** Required action **
Within the entries below, find each line containing the word "middle" and copy it.

** Records shown **
=== Begin Enclosure ===
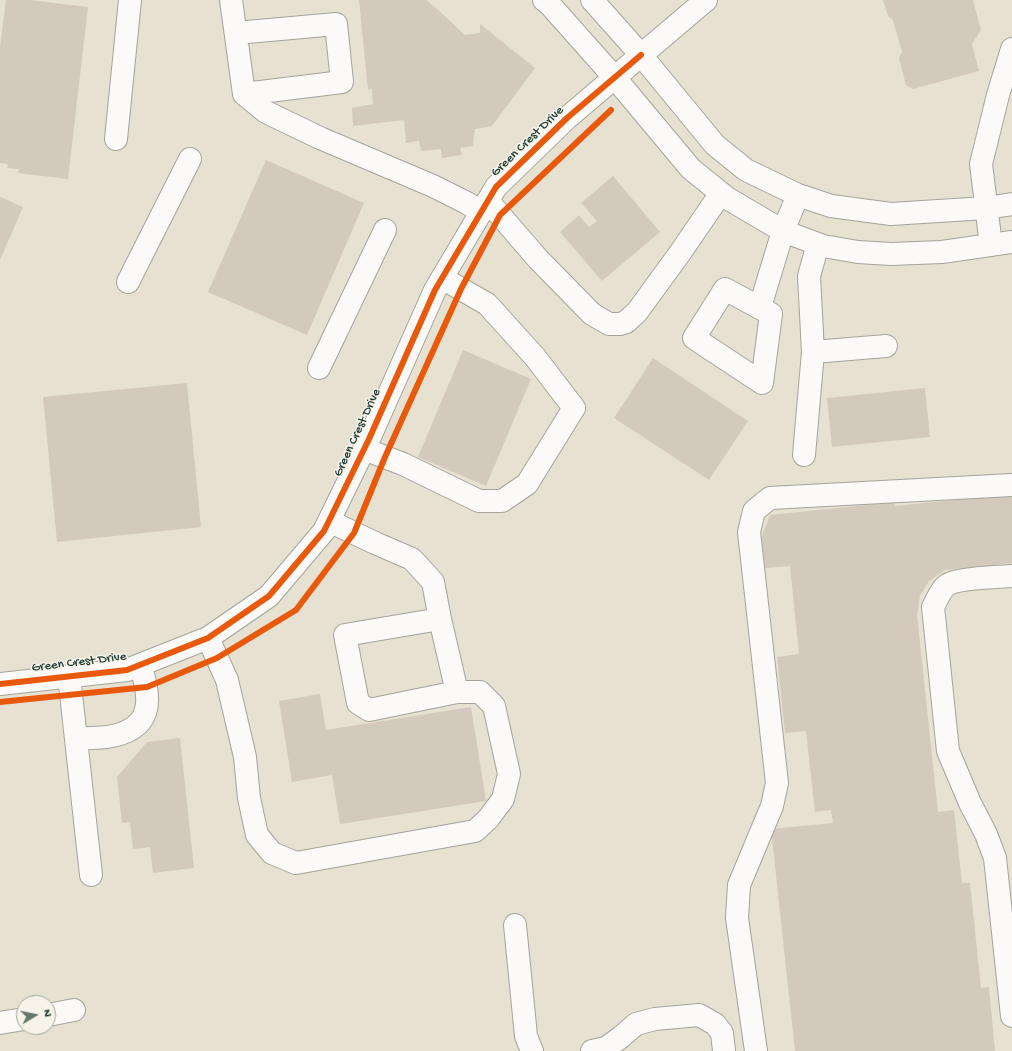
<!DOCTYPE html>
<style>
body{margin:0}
#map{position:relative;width:1012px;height:1051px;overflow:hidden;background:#e7e1d2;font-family:"Gochi Hand",sans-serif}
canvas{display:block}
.north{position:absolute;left:16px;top:995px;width:40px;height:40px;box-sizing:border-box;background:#f7f3e8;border:1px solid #a1aaa0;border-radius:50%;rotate:80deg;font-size:11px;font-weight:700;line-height:16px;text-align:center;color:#1f3d34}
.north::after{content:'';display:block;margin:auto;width:14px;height:18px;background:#65766b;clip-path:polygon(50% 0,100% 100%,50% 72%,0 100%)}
</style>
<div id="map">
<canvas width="1012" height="1051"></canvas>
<div class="north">N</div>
</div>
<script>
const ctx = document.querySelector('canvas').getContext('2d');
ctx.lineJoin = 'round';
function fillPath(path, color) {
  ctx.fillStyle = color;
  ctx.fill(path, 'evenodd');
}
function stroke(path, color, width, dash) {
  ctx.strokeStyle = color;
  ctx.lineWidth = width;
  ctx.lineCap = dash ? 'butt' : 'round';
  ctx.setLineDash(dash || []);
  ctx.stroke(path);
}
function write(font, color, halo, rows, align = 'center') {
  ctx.font = font + ' "Gochi Hand",sans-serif';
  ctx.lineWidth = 3;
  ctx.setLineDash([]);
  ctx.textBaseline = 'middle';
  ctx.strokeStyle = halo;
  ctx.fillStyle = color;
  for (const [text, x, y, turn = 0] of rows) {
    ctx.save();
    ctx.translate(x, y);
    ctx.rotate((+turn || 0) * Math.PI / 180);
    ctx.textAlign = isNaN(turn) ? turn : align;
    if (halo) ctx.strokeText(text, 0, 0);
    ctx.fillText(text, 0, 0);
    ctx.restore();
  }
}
fillPath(new Path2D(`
 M6,0H29L88,7L68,179L18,173L19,169L7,168L8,164L0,163V47Z
 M359,0H426L436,8L465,35L480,33V24L535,68L492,126L475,129L473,146L460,148L462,155L442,158L441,149L421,151L419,141L406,143L404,120L353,126L352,108L373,104L372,89L368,90Z
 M883,0H973L981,30L972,44L979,71L913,89L906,85L899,58L902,52L893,20L888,16Z
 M266,160L364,203L307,335L208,292Z
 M613,176L660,232L602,281L560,232L579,215L589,227L597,221L581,203Z
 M0,197L23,207L0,260Z
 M463,350L531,379L486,486L418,457Z
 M653,358L748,421L709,480L614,418Z
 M187,383L201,527L57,542L43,397Z
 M925,388L930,437L832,447L827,398Z
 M1012,494V563L945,570L929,581L920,596L917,615L938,812L954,810L962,883H970L981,988L989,987L995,1051H795L771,829L833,823L831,810L815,812L806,731L785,733L777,657L799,654L790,566L765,568L761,538L770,515L895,502V506Z
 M320,694L326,730L471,707L486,801L340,824L332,775L292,782L279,701Z
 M180,738L194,868L153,873L150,847L133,849L130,822L122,823L117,777L147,742Z`), '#d3cabd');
const minor = new Path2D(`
 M231,0L244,94L342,82L336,24L236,33
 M544,0L551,6L615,78L691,169L727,198L783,231L823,246L858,252L891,254L942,252L1012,242
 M592,0L641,55L715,145L746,170L798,195L831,206L891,214L986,208L1012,204
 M244,94L266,112L320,138L433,186L467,203L482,212
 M116,139L130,0
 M488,201L538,259L592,314L609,324H620L626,322L637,312L680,253L721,193
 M991,245L981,164L998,95L1012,49
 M128,282L190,159
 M725,289L771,314L762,383L694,338Z
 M760,307L783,231L798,195
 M813,352L886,346
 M319,368L385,230
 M364,449L403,464L479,501H502L527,484L574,408L535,357L487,304L442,278
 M804,455L813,352L809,276L818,244
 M329,521L375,543L412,559L433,582L440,619L457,692
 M1012,576C998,577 957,578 947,585C940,590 937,600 933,607L948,751L970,803L986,834L995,858L1012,1016
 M208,638L227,680L245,757L249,798L257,835L272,853L296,863L475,831L488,819L503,799L509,774L494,706L480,692H457L369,710L358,703L345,635L440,619
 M69,676L91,875
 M0,684L127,670L208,638L269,596L324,531L369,439L435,290L496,187L567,118L706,0
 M76,739C86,738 96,738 107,737C152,730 153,702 140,665
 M515,925L526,1036L532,1051
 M48,1015L74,1010
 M0,1023L24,1019
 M592,1051L606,1048L621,1037L636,1024L655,1019L699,1015L715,1024L722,1033L724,1051
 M756,1051L737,918L739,885L772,806L777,783L749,532L754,511L770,498L1012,485`);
stroke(minor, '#a4a49a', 24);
stroke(minor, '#fbfaf8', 22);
stroke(new Path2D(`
 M0,684L127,670L208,638L269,596L324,531L369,439L435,290L496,187L567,118L641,55
 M0,702L147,687L217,658L296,610L354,533L385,457L461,289L500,215L611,110`), '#e8590c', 6);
write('13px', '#1f3d34', '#f7f3e8', [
 ["Green Crest Drive",528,142,-44],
 ["Green Crest Drive",358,433,-65],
 ["Green Crest Drive",79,663,-7]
]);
</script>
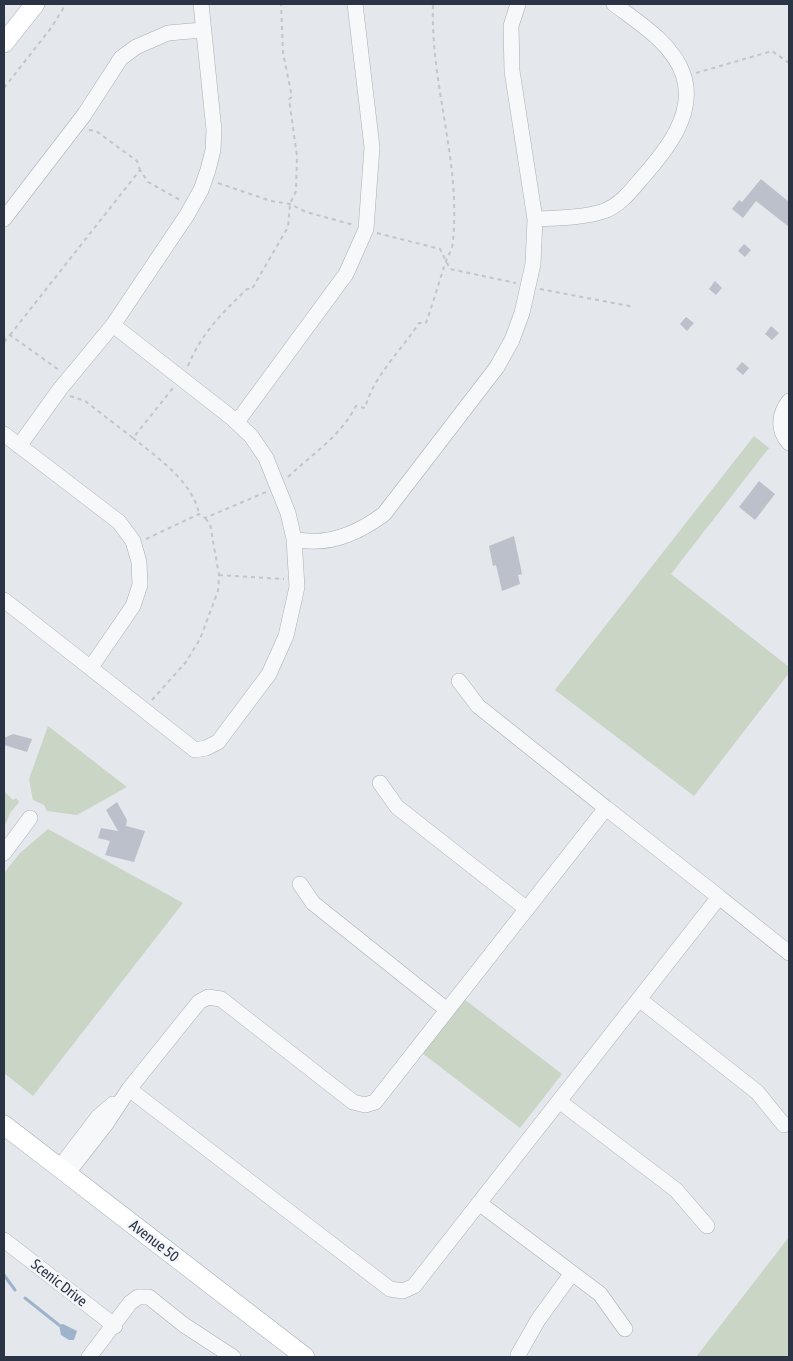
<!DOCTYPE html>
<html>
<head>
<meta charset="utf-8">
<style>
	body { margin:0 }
	#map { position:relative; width:793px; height:1361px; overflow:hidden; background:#e4e7ec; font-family:"Asap Condensed",sans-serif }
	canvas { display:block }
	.frame { position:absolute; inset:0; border:5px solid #2b3445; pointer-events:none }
</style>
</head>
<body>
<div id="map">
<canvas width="793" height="1361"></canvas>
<div class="frame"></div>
</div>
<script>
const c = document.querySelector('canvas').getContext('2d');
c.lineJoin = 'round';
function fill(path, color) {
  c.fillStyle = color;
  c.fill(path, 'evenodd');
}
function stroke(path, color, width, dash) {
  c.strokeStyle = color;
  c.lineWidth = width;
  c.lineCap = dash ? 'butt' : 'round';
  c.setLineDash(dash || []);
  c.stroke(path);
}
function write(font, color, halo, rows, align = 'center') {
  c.font = font + ' "Asap Condensed",sans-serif';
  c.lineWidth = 5;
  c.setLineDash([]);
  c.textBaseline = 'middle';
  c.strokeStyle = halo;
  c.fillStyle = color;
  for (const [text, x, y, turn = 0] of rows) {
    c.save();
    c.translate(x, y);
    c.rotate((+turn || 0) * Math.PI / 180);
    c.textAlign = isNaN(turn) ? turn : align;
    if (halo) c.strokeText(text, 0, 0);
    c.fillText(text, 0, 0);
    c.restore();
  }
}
fill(new Path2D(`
	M754,436L769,448L671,574L789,667V673L694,796L555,690Z
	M48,726L127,787L77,815L47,811L44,805L33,800L29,779Z
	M4,791L13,800L16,798L19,802L10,813L4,828Z
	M48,829L183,903L33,1096L4,1073V873L20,853Z
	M464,999L562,1074L520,1128L422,1053Z
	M789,1237V1357H696Z`), '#c9d6c5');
fill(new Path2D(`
	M63,1324L77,1331L74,1340H69L61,1335L59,1325Z`), '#9fb4cc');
stroke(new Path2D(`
	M4,1275L15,1290
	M25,1298L59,1325`), '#9fb4cc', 3);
fill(new Path2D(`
	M761,179L789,202V227L756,201L743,218L732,209L739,200L742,202Z
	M744,244L751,250L745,257L738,251Z
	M715,281L722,288L716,295L709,289Z
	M686,317L694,323L687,331L680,324Z
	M771,326L779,333L772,340L765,334Z
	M742,362L749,368L743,375L736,369Z
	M759,481L775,494L755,520L739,507Z
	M514,536L522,574L518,575L520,584L502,591L496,565L493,566L489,546Z
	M13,734L32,739L27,752L4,745V738Z
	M117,802L127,820L126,826L145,831L134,862L105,855L110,841L98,838L101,828L118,831L106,810Z`), '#bbc0ca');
const minor = new Path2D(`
	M4,219L84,115L121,58L136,47L168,33L202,30
	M535,219C557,218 583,218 604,211C620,205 630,192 641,179C665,152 697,114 683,74C672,43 639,23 614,4
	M789,401C779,414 777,430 789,443
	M237,422L346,274L366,229L372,147L355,4
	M4,434L119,522L133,541L139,562L140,585L133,606L91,667
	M19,446L60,389L113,325L187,215L201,190L208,170L213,150L214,130L201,4
	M294,539C327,547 357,534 384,514L497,367L512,340L522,313L533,264L535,219L512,71L511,26L518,4
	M4,600L195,750L206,748L218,742L269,674L286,636L297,587L294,539L288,513L266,458L251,436L232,418L113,325
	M459,681L478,706L606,808
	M380,783L397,807L527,909
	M4,853L30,818
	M300,884L313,903L447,1010
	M719,897L789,953
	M639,999L757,1092L784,1125
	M559,1101L676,1190L707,1226
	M59,1168L98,1117L113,1104
	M67,1174L106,1124L129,1089L199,1002L208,997L221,999L353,1102L365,1105L375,1102L606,808L719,897L414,1286L403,1291L390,1289L129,1089
	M479,1203L600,1294L625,1329
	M4,1240L115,1326
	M518,1355L538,1320L572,1273
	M89,1357L130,1303L138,1297H149L184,1325L233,1357`);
const major = new Path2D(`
	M4,43L35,4
	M4,1125L305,1357`);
stroke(minor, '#a9aeb7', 16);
stroke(major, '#a3abb8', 20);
stroke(new Path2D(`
	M696,73L772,51L789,63
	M4,88L51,28L66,4
	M89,130L96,131L137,161L140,170
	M218,183L271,201L290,204L306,212L354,225
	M377,233L440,249L450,269L516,283
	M540,289L634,307
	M10,335L140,170L148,182L180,200
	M4,342L10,335L59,370
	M188,366C201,334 222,313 247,289H252L288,227L290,204L296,191L297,156L289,99L292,97L283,53L281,4
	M70,396L85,401L133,438L173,388
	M133,438C158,458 193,482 199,514
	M288,477C313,453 340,437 356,406L365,408C374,375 401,351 419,323H426C433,303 439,282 446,261C449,254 453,248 453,240C461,162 430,83 433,4
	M146,539L199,514L205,518L266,492
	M219,575L284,579
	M152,700L186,662L200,639L218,591L219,575L210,524L205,518`), '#c2c5cb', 2, [4, 4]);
stroke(minor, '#f7f8fa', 15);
stroke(major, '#fff', 19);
write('15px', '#2b3445', '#f4f6f9', [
	["Avenue 50",154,1241,38],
	["Scenic Drive",59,1283,38]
]);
</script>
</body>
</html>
=== End Enclosure ===
** Answer section **
  ctx.textBaseline = 'middle';
  c.textBaseline = 'middle';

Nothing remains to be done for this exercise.